-- Opening Marker --
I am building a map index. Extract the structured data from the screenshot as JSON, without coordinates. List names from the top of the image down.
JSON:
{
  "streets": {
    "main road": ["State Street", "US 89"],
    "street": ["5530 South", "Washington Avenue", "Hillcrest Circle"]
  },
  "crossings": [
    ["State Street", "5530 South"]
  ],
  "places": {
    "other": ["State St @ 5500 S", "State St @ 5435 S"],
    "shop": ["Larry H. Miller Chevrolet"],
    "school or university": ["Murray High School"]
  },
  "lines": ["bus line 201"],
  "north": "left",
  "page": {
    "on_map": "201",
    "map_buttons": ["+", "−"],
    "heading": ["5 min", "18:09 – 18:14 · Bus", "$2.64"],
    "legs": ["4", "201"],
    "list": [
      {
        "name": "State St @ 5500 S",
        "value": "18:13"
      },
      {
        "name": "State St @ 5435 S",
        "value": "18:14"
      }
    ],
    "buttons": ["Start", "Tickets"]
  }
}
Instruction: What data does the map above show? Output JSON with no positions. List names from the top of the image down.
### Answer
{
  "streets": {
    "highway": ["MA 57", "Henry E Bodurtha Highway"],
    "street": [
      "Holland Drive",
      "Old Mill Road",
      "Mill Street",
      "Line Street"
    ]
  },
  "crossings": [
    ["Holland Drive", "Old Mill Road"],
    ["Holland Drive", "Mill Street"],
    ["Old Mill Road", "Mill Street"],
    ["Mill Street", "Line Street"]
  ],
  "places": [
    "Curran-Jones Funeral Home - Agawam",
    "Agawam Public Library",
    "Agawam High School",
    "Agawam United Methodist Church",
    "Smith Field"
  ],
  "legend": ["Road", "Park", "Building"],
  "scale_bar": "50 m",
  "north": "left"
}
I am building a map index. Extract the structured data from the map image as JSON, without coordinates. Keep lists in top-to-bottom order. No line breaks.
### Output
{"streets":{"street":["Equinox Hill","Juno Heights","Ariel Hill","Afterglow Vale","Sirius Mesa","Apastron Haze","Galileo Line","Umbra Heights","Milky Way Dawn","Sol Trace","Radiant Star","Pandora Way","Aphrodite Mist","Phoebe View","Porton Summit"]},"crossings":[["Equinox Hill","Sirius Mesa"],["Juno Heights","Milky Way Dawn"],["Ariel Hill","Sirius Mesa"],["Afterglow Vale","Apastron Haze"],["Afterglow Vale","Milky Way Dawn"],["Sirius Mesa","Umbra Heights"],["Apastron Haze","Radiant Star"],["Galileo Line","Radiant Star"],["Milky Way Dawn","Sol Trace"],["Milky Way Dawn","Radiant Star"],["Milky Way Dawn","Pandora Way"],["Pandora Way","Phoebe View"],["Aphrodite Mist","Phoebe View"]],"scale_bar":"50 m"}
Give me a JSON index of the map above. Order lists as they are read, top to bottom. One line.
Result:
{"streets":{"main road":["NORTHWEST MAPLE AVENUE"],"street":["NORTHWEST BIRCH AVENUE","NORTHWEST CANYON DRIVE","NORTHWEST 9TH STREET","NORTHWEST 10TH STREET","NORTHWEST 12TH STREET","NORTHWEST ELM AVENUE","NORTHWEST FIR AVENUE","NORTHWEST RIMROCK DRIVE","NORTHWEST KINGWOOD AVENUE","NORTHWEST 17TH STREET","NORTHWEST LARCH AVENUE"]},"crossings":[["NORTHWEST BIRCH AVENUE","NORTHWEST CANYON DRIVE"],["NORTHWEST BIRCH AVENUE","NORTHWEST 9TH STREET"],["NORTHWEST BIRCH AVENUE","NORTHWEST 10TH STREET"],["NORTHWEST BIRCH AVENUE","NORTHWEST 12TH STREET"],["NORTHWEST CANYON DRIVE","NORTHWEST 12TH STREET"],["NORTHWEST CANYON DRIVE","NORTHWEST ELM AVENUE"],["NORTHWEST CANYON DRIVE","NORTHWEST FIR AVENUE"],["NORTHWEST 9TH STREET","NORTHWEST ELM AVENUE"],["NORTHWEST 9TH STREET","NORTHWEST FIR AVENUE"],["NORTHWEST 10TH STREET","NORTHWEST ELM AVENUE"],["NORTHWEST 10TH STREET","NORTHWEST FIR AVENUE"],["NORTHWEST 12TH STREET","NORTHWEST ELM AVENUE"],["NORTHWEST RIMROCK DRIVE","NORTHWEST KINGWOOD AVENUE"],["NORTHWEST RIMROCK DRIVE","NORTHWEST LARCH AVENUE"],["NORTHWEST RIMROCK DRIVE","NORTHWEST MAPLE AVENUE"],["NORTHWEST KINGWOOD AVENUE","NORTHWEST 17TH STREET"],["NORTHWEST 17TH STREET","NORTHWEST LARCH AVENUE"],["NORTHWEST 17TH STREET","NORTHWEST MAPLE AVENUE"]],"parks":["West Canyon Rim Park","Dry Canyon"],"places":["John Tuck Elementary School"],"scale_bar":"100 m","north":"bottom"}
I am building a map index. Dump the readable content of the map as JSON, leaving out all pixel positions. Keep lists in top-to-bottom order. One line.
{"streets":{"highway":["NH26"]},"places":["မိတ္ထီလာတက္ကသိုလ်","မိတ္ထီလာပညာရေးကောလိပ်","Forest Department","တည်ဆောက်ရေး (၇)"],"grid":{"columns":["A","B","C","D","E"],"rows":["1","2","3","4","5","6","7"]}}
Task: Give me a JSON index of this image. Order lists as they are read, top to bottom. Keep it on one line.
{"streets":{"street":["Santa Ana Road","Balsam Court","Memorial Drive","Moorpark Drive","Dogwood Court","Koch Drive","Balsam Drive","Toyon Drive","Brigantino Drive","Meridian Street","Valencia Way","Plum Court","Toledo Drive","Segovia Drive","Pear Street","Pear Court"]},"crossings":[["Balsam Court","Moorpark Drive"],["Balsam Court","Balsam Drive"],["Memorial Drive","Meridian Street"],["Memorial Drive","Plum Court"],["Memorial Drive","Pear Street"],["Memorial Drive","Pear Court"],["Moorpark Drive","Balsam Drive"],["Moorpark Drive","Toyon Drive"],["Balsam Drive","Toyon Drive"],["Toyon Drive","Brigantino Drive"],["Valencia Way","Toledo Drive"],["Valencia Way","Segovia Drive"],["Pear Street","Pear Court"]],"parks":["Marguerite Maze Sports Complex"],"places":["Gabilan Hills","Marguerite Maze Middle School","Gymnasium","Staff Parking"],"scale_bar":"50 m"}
-- Closing Marker --
> **GOAL OF THE EXERCISE**:
The lines above starting at the one that contains "Instruction: What data" and ending at the one that contains "No line breaks." must be transcribed exactly, and no other lines may appear.

> **TASK ANSWER**:
Instruction: What data does the map above show? Output JSON with no positions. List names from the top of the image down.
### Answer
{
  "streets": {
    "highway": ["MA 57", "Henry E Bodurtha Highway"],
    "street": [
      "Holland Drive",
      "Old Mill Road",
      "Mill Street",
      "Line Street"
    ]
  },
  "crossings": [
    ["Holland Drive", "Old Mill Road"],
    ["Holland Drive", "Mill Street"],
    ["Old Mill Road", "Mill Street"],
    ["Mill Street", "Line Street"]
  ],
  "places": [
    "Curran-Jones Funeral Home - Agawam",
    "Agawam Public Library",
    "Agawam High School",
    "Agawam United Methodist Church",
    "Smith Field"
  ],
  "legend": ["Road", "Park", "Building"],
  "scale_bar": "50 m",
  "north": "left"
}
I am building a map index. Extract the structured data from the map image as JSON, without coordinates. Keep lists in top-to-bottom order. No line breaks.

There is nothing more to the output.